IMHO that is way over priced.


----------



## patnor1011 (Jan 9, 2011)

I was bit unsure as thriftybits pays 8,5$ / pound thats like 12-13 euros / kilo.
Does 10 euro / kilo for 200 kilos sounds better?


----------



## Barren Realms 007 (Jan 9, 2011)

patnor1011 said:


> I was bit unsure as thriftybits pays 8,5$ / pound thats like 12-13 euros / kilo.
> Does 10 euro / kilo for 200 kilos sounds better?



There are 2.2 kils per lb.. Last I looked exchnge rate is 1.32 Euro per $1.00.

$8.50/2.2=$3.86 per kilo
$3.86x1.32=5.09 euro per kilo if I'm correct, roughly.

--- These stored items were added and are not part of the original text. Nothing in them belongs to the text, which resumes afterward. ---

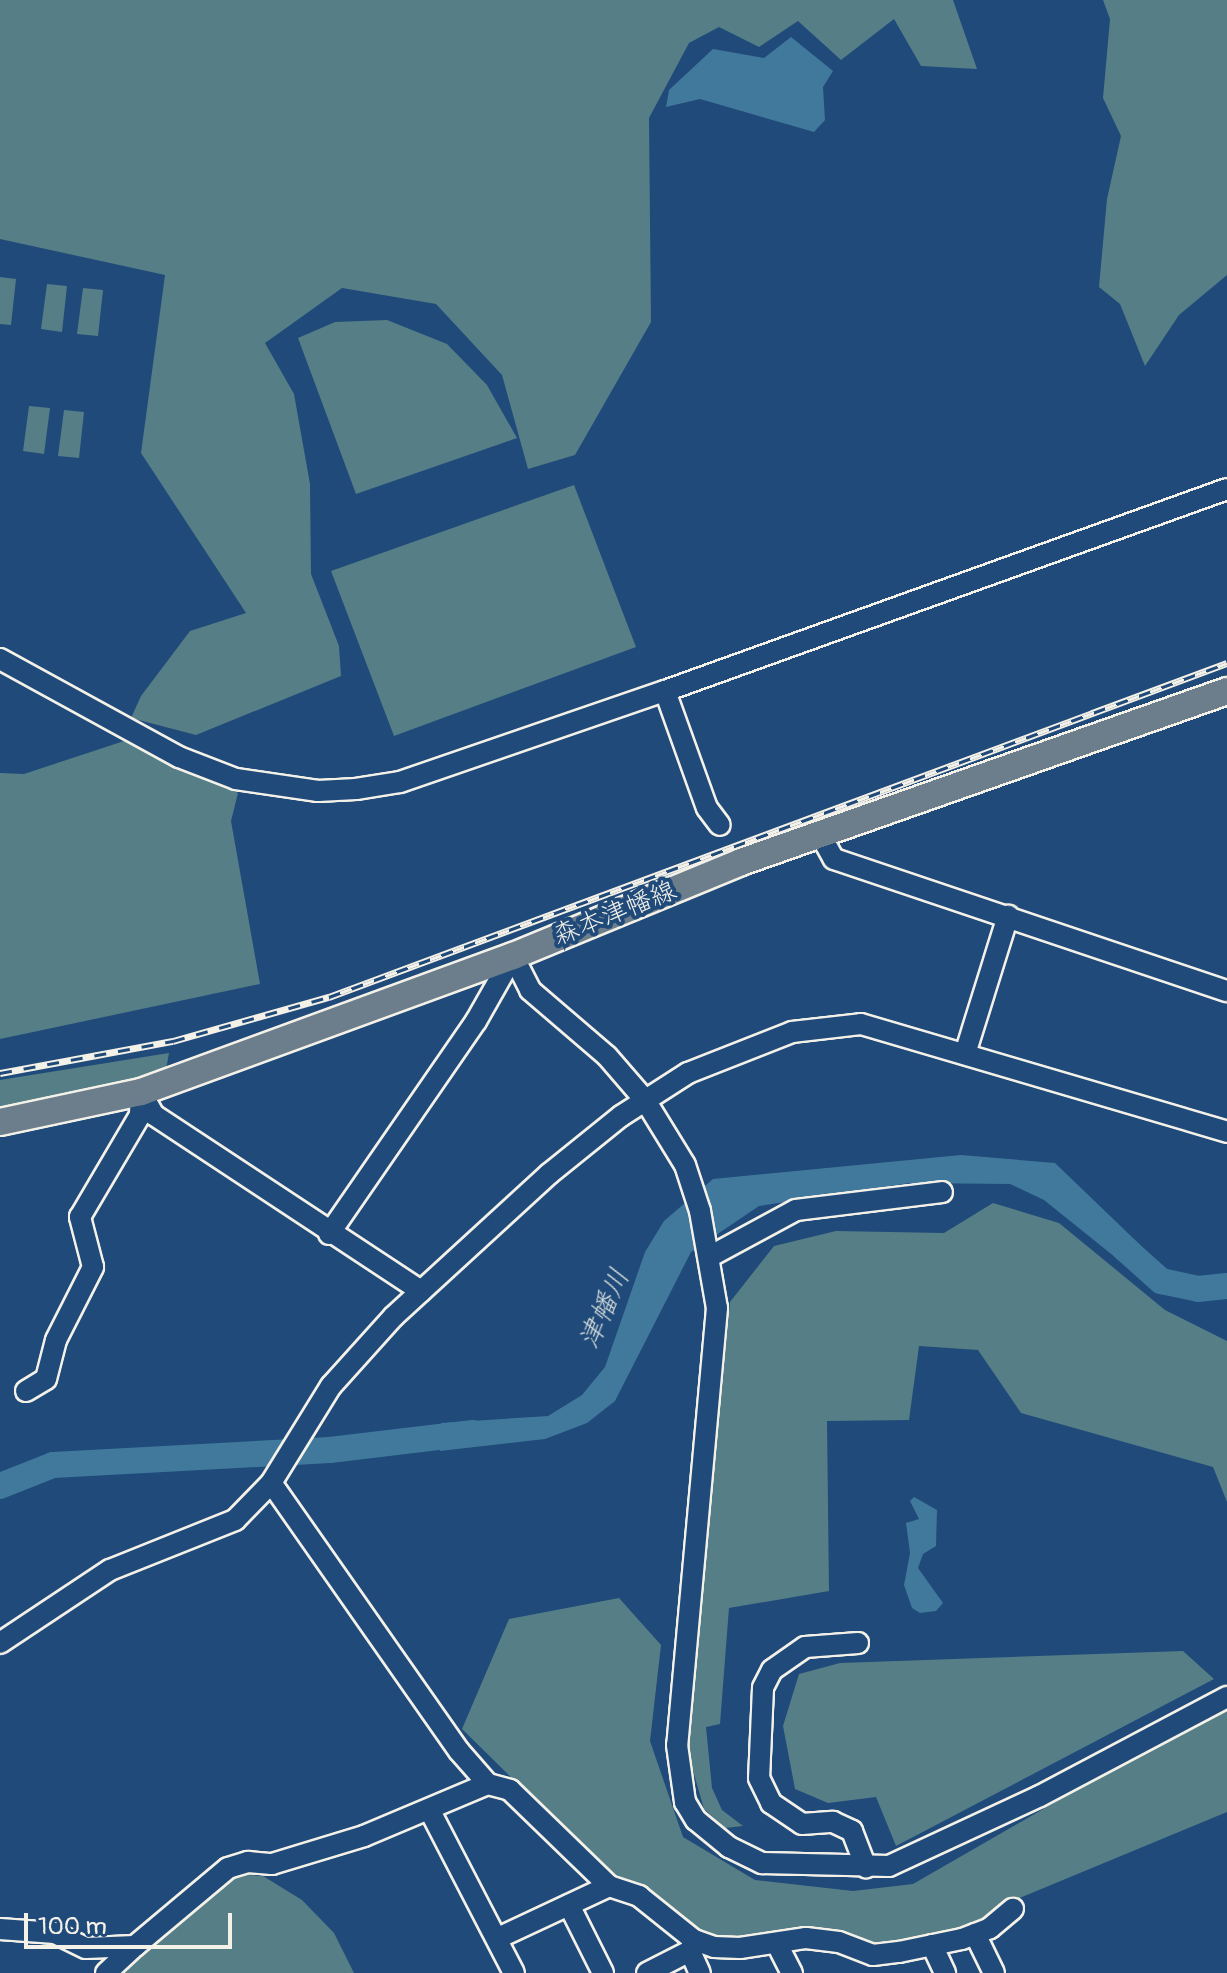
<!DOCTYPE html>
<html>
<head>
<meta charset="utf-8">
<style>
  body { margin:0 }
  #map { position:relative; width:1227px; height:1973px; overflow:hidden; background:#1f4a7a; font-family:Pangolin,"Klee One",sans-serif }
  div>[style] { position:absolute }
  .green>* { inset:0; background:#567e86 }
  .water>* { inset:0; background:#41799c }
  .river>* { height:26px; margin:-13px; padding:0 13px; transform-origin:13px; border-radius:13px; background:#41799c }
  .roads { filter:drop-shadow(2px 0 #f4f1e8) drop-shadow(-2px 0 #f4f1e8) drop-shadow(0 2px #f4f1e8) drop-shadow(0 -2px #f4f1e8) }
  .minor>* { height:20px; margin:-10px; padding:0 10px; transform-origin:10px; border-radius:10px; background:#1f4a7a }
  .major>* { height:26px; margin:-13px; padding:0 13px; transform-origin:13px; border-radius:13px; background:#6c7d8c }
  .rail>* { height:7px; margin-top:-3.5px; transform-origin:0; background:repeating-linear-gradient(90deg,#1f4a7a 0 12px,#f4f1e8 0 24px); box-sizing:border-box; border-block:2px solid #f4f1e8 }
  span { translate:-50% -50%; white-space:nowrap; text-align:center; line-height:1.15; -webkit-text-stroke:8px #1f4a7a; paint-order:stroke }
  .street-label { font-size:26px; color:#f4f1e8 }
  .water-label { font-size:28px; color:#d9dfdd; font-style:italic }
  .scale { position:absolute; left:24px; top:1913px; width:208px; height:36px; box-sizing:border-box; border:4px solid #f4f1e8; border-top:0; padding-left:10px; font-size:24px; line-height:28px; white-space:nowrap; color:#f4f1e8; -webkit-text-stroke:6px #1f4a7a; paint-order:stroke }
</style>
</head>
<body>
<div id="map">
  <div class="green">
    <i style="clip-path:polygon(0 0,953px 0,977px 69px,921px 66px,894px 19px,841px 60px,798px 21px,759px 47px,719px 27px,689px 43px,649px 118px,651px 322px,575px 455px,528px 469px,502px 375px,436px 304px,342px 288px,265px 343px,294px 394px,310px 484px,311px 574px,339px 646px,341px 676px,196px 735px,131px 718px,141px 696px,190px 631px,246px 613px,141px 453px,165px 275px,0 239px)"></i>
    <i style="clip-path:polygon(1103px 0,1227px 0,1227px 275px,1179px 315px,1145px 366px,1120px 304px,1099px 287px,1107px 199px,1121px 136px,1103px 98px,1110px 19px)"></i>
    <i style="clip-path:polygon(0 277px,16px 279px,11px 325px,0 324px)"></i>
    <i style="clip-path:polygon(47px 284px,67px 286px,62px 332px,41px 329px)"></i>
    <i style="clip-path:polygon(83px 288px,103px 290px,98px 336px,77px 334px)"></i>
    <i style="clip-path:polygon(387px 320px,447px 344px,487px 385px,517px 438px,356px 494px,298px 338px,335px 322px)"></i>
    <i style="clip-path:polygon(29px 406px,50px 408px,44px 454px,23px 451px)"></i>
    <i style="clip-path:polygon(64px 410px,84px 412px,79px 458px,58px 456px)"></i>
    <i style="clip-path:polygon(574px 485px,636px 647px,394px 736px,331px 571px)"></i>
    <i style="clip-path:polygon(130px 739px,238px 793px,231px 821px,260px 984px,0 1039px,0 773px,24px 774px)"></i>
    <i style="clip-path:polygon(169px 1053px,165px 1075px,0 1111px,0 1080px)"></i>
    <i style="clip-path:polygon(993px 1203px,1059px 1223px,1165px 1310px,1227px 1341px,1227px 1502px,1213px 1467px,1021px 1413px,978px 1350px,919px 1346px,909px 1420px,827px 1421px,829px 1591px,729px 1608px,720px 1724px,706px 1727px,712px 1788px,722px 1810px,743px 1826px,725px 1828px,704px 1809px,686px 1746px,730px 1302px,774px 1246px,836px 1231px,944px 1233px)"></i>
    <i style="clip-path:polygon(619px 1598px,661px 1645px,650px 1741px,683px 1837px,755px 1880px,853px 1891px,913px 1884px,1227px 1703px,1227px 1812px,1005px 1904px,977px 1922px,928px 1935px,872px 1944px,843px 1930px,806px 1928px,776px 1938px,705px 1938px,652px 1896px,600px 1865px,462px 1729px,509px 1619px)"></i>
    <i style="clip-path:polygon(1183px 1651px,1214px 1679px,896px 1846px,876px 1797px,828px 1803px,795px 1789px,783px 1726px,799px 1674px,840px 1663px)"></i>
    <i style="clip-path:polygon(247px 1875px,263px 1876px,302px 1900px,334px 1933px,354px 1973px,125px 1973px,170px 1923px,223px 1879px)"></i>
  </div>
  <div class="water">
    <i style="clip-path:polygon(791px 37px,833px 71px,823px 87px,825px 120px,814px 132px,700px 99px,666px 107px,669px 90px,713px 49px,764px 58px)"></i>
    <i style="clip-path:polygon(961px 1155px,1055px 1163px,1159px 1263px,1141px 1278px,1044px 1200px,1010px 1184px,910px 1183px,759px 1206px,691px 1252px,615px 1401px,587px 1423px,545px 1439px,440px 1451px,441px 1423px,548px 1416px,582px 1395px,605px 1367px,645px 1252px,664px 1221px,713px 1179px)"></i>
    <i style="clip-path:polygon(914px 1497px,937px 1510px,936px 1546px,923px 1554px,918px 1568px,943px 1603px,936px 1611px,920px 1613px,912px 1608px,904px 1585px,910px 1553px,906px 1523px,919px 1519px,910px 1501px)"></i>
  </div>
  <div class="river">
    <i style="left:1124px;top:1248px;width:50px;rotate:41.7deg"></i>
    <i style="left:1161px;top:1281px;width:38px;rotate:12deg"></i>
    <i style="left:1198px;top:1289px;width:29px;rotate:-6deg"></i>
    <i style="left:0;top:1486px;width:57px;rotate:-21.6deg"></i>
    <i style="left:53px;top:1465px;width:277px;rotate:-3.1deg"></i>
    <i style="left:330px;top:1450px;width:144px;rotate:-6.8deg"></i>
  </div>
  <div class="roads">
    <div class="minor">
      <i style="left:0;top:659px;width:204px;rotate:28.7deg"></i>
      <i style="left:179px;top:757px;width:61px;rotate:21.1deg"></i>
      <i style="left:236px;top:779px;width:83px;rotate:8.3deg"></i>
      <i style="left:318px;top:791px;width:38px;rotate:-3deg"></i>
      <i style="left:356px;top:789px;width:45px;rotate:-9deg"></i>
      <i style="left:400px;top:782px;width:280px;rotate:-19deg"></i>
      <i style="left:665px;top:691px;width:597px;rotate:-19.77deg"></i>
      <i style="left:665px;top:691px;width:124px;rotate:70.3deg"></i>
      <i style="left:707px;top:808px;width:21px;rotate:53deg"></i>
      <i style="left:821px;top:836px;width:26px;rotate:61deg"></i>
      <i style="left:834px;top:859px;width:415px;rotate:18.6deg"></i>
      <i style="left:513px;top:956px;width:38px;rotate:63deg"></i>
      <i style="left:530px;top:990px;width:101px;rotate:40.6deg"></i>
      <i style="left:607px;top:1056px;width:58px;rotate:49.2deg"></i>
      <i style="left:645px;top:1100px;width:76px;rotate:58.4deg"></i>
      <i style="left:685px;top:1165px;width:48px;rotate:71.9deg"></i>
      <i style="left:700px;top:1211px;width:98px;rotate:80.1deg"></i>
      <i style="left:717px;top:1308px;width:439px;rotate:95.2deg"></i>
      <i style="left:677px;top:1745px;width:58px;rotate:82deg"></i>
      <i style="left:685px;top:1802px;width:21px;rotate:59deg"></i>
      <i style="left:696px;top:1820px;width:43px;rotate:39.3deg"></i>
      <i style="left:729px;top:1847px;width:37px;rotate:26deg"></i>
      <i style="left:762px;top:1863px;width:127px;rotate:1.4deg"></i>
      <i style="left:889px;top:1866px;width:166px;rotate:-24.9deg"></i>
      <i style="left:1040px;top:1796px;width:212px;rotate:-27.9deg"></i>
      <i style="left:965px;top:1054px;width:145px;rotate:-72.7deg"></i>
      <i style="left:141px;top:1092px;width:26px;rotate:61deg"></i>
      <i style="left:154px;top:1115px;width:320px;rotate:33.4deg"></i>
      <i style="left:329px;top:1234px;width:259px;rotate:-55.4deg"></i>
      <i style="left:476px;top:1021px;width:75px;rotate:-60.4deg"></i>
      <i style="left:709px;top:1257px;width:99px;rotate:-28.4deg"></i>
      <i style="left:796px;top:1210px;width:147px;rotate:-7deg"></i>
      <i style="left:26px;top:1391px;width:23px;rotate:-31deg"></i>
      <i style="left:46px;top:1379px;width:40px;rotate:-75.6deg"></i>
      <i style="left:56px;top:1340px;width:82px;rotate:-63.1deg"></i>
      <i style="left:93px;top:1267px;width:52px;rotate:-104.6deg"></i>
      <i style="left:80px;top:1217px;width:118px;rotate:-59.5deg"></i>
      <i style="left:140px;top:1115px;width:23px;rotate:-88deg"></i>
      <i style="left:0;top:1643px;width:132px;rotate:-33.6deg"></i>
      <i style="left:110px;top:1570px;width:135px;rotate:-21.8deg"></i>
      <i style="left:235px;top:1520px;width:52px;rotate:-45.8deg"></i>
      <i style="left:271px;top:1483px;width:114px;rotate:-58.3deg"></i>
      <i style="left:331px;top:1386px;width:94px;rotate:-48deg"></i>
      <i style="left:394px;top:1316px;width:210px;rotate:-42.5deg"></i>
      <i style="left:549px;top:1174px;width:92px;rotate:-38.9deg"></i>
      <i style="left:621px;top:1116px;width:80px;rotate:-32.7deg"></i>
      <i style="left:688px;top:1073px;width:112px;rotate:-21.5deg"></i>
      <i style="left:792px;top:1032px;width:69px;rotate:-6.6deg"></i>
      <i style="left:861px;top:1024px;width:382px;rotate:16.4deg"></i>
      <i style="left:858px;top:1643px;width:53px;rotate:175.7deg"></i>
      <i style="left:805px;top:1647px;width:40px;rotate:145.1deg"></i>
      <i style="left:772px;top:1670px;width:20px;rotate:117deg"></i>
      <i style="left:763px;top:1688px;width:90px;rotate:92.5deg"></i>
      <i style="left:759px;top:1778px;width:28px;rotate:64deg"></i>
      <i style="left:771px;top:1803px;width:37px;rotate:34deg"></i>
      <i style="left:802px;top:1824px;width:31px;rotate:-4deg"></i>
      <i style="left:833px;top:1822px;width:21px;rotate:25deg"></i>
      <i style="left:852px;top:1831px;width:39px;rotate:69deg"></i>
      <i style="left:488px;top:1784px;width:23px;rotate:15deg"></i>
      <i style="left:510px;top:1790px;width:138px;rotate:44.1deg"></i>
      <i style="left:609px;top:1886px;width:32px;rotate:18deg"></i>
      <i style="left:639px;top:1896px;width:70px;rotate:38.7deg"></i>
      <i style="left:694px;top:1940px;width:21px;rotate:19deg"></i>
      <i style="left:714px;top:1947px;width:26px;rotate:2deg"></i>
      <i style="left:740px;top:1948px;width:67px;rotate:-8.6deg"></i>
      <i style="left:806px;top:1938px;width:33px;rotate:7deg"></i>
      <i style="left:839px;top:1942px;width:36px;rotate:21deg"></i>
      <i style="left:873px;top:1955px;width:26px;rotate:-7deg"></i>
      <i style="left:899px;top:1952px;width:64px;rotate:-11.7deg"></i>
      <i style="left:962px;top:1939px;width:30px;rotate:-21deg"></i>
      <i style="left:990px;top:1928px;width:30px;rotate:-40deg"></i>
      <i style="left:430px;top:1811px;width:182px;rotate:62.6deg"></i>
      <i style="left:569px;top:1905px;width:76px;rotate:63.4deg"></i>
      <i style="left:0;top:1929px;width:55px;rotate:4.2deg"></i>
      <i style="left:55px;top:1933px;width:34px;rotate:26deg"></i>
      <i style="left:86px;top:1948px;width:49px;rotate:-2.3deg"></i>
      <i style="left:135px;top:1946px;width:121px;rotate:-40deg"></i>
      <i style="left:228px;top:1868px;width:21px;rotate:-17deg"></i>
      <i style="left:248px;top:1862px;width:24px;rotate:5deg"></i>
      <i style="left:272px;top:1864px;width:96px;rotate:-16.9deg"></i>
      <i style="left:364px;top:1836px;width:134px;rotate:-22.8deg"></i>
      <i style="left:488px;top:1784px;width:44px;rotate:-131.3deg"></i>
      <i style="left:459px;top:1751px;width:327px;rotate:-125deg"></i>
      <i style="left:975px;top:1934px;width:43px;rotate:64deg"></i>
      <i style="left:498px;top:1938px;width:123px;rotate:-25.1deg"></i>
      <i style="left:694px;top:1940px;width:12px;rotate:110deg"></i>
      <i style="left:690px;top:1951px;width:24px;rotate:66deg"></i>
      <i style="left:777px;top:1944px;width:33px;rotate:63deg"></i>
      <i style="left:932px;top:1945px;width:31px;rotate:65deg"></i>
      <i style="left:106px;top:1973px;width:40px;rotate:-43deg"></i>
      <i style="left:647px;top:1973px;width:48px;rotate:-27.1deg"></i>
    </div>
    <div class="major">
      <i style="left:0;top:1122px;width:144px;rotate:-12deg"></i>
      <i style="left:141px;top:1092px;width:396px;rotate:-20.1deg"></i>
      <i style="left:513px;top:956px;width:247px;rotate:-22.4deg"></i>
      <i style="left:741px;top:862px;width:515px;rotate:-19.38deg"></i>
    </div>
  </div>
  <div class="rail">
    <i style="left:0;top:1073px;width:176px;rotate:-10.5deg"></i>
    <i style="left:173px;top:1041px;width:162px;rotate:-15.8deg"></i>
    <i style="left:329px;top:997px;width:958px;rotate:-20.4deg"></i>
  </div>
  <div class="street-label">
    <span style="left:615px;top:914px;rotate:-22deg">森本津幡線</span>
  </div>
  <div class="water-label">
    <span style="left:605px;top:1309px;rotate:-66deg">津幡川</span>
  </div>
  <div class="scale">100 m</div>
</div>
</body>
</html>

I think that is right but I could be wrong.


----------



## jimdoc (Jan 9, 2011)

Looks wrong to me.

Jim


----------



## Barren Realms 007 (Jan 9, 2011)

Make the corrections then for me please.


----------



## jimdoc (Jan 9, 2011)

2.2 lbs per kilo

It should be
$8.50 X 2.2=$18.70 per kilo
$18.70 x 1.32= 24.68 euro per kilo

I think this is it.

Jim


----------



## Barren Realms 007 (Jan 9, 2011)

Sorry about that, brain fart.


----------



## patnor1011 (Jan 9, 2011)

jimdoc said:


> 2.2 lbs per kilo
> 
> It should be
> $8.50 X 2.2=$18.70 per kilo
> ...




Looks wrong to me too 

you have to pay 1.32 usd for 1 euro
so 18.7 / 1.32 = 14.1 euro 
I put there 12-13 euro because exchange rate moves around a bit actually at this time according to http://www.xe.com
18,7$ is 14,4 euro but that again depend on if you are buying or selling currency.

so if he pays 14,4 for kilo there must be more locked in no?


----------